(Dataset entries)
==========
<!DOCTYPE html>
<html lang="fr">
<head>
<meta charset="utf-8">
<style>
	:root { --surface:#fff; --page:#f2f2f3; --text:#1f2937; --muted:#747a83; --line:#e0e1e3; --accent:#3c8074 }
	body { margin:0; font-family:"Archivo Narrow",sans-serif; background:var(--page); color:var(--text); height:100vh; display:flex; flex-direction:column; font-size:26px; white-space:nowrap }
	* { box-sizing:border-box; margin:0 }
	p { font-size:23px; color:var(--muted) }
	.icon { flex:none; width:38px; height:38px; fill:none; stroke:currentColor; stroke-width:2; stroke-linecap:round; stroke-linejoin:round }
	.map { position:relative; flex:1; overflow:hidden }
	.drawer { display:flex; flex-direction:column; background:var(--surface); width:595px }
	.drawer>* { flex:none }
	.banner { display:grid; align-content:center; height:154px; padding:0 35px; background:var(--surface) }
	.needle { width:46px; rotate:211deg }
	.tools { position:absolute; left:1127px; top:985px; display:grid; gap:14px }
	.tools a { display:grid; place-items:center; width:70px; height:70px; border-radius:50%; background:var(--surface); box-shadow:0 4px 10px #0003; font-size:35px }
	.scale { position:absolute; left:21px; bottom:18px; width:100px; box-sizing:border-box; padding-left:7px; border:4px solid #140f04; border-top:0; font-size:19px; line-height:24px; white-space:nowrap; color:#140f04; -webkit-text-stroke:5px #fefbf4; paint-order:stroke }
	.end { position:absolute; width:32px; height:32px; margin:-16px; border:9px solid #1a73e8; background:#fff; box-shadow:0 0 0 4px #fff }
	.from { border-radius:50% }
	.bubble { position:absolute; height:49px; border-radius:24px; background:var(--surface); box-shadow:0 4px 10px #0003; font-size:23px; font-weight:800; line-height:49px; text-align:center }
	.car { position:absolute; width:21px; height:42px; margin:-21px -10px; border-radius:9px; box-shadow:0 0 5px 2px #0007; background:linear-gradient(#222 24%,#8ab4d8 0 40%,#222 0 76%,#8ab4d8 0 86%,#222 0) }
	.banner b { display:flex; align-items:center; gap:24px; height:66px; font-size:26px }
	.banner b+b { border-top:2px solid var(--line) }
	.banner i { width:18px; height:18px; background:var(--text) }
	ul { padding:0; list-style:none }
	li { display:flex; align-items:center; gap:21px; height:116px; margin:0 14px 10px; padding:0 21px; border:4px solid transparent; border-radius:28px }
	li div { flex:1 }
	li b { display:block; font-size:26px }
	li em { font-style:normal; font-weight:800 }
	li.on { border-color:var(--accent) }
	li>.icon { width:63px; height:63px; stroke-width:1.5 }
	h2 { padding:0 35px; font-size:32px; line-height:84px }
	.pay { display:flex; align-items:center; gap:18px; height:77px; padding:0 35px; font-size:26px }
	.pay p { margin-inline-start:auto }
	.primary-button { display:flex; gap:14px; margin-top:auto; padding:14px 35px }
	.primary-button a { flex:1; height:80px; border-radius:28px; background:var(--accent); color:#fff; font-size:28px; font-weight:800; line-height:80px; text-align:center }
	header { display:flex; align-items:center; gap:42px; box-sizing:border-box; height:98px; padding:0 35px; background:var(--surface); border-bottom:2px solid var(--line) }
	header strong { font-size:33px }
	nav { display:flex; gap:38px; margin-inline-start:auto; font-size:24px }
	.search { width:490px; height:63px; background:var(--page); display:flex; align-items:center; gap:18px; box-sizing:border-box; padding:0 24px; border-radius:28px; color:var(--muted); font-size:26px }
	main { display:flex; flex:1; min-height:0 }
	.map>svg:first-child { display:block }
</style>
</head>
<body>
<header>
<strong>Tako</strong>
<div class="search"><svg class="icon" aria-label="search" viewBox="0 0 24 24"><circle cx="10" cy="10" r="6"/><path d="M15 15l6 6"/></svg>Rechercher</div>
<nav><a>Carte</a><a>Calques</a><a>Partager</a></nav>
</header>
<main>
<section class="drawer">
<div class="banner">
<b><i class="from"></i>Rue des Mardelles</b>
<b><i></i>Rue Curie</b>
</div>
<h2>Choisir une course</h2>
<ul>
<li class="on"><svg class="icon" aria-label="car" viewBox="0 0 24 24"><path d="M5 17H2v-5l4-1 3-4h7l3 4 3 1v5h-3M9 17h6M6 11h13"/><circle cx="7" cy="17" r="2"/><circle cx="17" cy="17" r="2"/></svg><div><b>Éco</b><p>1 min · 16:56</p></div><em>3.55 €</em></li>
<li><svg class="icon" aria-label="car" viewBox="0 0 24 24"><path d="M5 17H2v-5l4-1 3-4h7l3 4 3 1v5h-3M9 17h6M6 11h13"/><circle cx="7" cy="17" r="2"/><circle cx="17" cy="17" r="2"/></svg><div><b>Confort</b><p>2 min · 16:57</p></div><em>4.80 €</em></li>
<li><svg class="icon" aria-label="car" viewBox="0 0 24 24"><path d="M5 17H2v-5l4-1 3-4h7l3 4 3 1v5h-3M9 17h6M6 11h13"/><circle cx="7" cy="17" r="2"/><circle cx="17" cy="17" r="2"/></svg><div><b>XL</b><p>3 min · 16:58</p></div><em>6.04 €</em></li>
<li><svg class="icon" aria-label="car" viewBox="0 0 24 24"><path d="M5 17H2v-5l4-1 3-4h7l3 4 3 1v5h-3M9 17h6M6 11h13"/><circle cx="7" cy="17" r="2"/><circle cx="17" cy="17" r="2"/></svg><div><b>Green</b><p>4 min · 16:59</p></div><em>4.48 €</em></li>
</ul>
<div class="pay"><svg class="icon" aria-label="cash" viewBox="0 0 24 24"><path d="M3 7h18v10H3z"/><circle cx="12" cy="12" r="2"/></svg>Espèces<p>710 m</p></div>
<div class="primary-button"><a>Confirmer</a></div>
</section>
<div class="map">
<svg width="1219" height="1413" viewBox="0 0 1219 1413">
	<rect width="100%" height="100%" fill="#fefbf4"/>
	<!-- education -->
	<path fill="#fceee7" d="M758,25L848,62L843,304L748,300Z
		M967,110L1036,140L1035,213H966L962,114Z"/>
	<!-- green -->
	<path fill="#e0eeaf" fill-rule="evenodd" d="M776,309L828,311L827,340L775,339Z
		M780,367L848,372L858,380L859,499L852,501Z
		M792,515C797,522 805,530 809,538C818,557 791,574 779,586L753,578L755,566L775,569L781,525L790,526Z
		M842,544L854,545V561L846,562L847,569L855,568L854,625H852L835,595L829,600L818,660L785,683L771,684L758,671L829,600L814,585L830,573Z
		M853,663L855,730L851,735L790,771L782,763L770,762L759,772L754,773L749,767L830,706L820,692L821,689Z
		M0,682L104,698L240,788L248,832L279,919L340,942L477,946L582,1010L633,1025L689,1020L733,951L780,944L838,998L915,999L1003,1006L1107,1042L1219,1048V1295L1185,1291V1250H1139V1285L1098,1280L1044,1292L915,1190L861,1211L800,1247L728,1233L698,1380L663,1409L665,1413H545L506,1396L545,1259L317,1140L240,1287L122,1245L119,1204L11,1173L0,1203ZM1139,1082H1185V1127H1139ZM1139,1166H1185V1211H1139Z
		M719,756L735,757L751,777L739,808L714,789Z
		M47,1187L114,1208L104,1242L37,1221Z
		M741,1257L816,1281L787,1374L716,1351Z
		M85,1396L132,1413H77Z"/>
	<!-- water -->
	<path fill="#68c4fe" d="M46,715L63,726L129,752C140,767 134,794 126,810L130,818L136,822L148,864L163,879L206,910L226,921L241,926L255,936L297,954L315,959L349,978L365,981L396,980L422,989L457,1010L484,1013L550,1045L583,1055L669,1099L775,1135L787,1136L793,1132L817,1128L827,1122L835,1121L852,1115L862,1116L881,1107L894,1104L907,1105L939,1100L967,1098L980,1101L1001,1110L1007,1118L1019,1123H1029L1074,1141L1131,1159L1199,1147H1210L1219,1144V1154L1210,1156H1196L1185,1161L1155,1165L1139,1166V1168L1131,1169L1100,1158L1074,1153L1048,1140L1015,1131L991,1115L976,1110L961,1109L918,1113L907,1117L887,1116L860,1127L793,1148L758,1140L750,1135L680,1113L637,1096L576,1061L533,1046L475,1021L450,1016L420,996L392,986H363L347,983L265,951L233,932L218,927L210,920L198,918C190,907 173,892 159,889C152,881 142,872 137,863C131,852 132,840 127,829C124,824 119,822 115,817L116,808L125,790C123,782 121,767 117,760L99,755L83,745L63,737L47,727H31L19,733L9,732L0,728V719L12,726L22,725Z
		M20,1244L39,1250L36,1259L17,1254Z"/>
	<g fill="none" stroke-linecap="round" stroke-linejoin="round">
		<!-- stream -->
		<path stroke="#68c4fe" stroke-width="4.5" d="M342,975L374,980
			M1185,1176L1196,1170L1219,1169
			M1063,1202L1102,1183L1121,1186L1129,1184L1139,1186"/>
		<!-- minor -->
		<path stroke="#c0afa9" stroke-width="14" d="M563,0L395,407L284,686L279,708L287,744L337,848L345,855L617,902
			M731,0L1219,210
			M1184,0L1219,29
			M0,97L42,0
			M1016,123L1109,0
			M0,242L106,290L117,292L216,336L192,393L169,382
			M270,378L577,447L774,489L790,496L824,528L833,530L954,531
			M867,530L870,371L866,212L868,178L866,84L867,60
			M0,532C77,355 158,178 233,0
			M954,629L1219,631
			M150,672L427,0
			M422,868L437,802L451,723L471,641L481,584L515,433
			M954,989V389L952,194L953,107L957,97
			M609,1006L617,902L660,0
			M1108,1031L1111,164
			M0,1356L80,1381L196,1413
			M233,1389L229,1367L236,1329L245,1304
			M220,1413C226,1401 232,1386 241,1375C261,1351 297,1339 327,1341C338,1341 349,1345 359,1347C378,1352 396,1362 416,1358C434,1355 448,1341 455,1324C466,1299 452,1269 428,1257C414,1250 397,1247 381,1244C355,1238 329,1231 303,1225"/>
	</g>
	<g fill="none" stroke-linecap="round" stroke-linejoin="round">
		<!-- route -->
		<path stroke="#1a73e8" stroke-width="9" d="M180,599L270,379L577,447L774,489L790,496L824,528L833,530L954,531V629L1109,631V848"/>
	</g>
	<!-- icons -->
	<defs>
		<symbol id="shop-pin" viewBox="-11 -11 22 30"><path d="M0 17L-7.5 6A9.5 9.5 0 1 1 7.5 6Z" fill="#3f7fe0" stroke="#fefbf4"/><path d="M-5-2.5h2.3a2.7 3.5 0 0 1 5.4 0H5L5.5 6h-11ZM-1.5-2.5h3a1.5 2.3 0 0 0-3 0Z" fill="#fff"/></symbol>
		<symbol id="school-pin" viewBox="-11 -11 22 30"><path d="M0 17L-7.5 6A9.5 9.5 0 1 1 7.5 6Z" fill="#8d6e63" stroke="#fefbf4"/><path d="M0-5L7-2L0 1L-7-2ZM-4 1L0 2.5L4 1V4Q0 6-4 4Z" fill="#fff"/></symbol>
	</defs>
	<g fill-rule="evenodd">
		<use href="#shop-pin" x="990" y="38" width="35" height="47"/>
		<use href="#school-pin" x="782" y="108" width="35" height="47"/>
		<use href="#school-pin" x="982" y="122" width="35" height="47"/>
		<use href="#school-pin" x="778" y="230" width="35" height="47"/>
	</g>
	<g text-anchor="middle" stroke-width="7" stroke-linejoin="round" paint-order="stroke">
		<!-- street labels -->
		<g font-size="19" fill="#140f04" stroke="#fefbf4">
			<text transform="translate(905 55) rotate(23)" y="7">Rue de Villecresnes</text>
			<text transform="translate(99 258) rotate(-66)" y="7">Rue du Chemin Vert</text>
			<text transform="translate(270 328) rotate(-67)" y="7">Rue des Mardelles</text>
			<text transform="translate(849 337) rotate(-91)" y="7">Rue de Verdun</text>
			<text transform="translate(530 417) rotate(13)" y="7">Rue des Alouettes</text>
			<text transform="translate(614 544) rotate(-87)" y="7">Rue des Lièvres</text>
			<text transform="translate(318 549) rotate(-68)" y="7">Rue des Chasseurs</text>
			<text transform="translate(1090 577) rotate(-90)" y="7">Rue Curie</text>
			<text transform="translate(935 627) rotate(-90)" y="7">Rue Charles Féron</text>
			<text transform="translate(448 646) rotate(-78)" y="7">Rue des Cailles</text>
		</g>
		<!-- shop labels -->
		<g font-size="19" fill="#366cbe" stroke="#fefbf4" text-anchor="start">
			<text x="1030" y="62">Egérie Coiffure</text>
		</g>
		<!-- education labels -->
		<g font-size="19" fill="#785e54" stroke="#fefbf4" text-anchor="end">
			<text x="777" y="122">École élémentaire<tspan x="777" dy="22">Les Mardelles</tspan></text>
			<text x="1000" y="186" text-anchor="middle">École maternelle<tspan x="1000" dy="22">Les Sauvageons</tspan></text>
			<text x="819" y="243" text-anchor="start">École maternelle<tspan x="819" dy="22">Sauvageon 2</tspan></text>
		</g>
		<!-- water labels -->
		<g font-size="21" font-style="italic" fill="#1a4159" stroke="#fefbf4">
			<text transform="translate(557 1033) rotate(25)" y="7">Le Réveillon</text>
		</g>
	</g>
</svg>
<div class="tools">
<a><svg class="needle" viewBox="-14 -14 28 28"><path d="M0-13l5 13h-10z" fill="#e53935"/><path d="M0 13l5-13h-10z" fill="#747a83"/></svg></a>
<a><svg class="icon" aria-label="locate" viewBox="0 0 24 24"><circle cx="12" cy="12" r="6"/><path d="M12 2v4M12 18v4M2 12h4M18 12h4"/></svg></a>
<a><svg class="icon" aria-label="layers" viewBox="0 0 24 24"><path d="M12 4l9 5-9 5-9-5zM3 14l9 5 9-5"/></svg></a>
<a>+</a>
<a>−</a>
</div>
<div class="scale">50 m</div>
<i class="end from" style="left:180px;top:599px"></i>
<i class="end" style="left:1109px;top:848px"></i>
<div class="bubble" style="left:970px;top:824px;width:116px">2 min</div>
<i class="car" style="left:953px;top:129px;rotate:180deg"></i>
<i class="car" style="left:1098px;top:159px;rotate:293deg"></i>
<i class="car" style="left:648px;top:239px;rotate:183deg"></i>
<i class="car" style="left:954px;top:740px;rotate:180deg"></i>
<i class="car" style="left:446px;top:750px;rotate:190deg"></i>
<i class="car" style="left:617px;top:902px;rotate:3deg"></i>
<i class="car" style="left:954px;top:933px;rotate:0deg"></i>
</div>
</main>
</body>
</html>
==========
» **Task directions**
Beginning with the very first line of the records above, please retype each line through the one that has "position:absolute; left:1127px; top:985px;", and add nothing.

» **Expected answer**
<!DOCTYPE html>
<html lang="fr">
<head>
<meta charset="utf-8">
<style>
	:root { --surface:#fff; --page:#f2f2f3; --text:#1f2937; --muted:#747a83; --line:#e0e1e3; --accent:#3c8074 }
	body { margin:0; font-family:"Archivo Narrow",sans-serif; background:var(--page); color:var(--text); height:100vh; display:flex; flex-direction:column; font-size:26px; white-space:nowrap }
	* { box-sizing:border-box; margin:0 }
	p { font-size:23px; color:var(--muted) }
	.icon { flex:none; width:38px; height:38px; fill:none; stroke:currentColor; stroke-width:2; stroke-linecap:round; stroke-linejoin:round }
	.map { position:relative; flex:1; overflow:hidden }
	.drawer { display:flex; flex-direction:column; background:var(--surface); width:595px }
	.drawer>* { flex:none }
	.banner { display:grid; align-content:center; height:154px; padding:0 35px; background:var(--surface) }
	.needle { width:46px; rotate:211deg }
	.tools { position:absolute; left:1127px; top:985px; display:grid; gap:14px }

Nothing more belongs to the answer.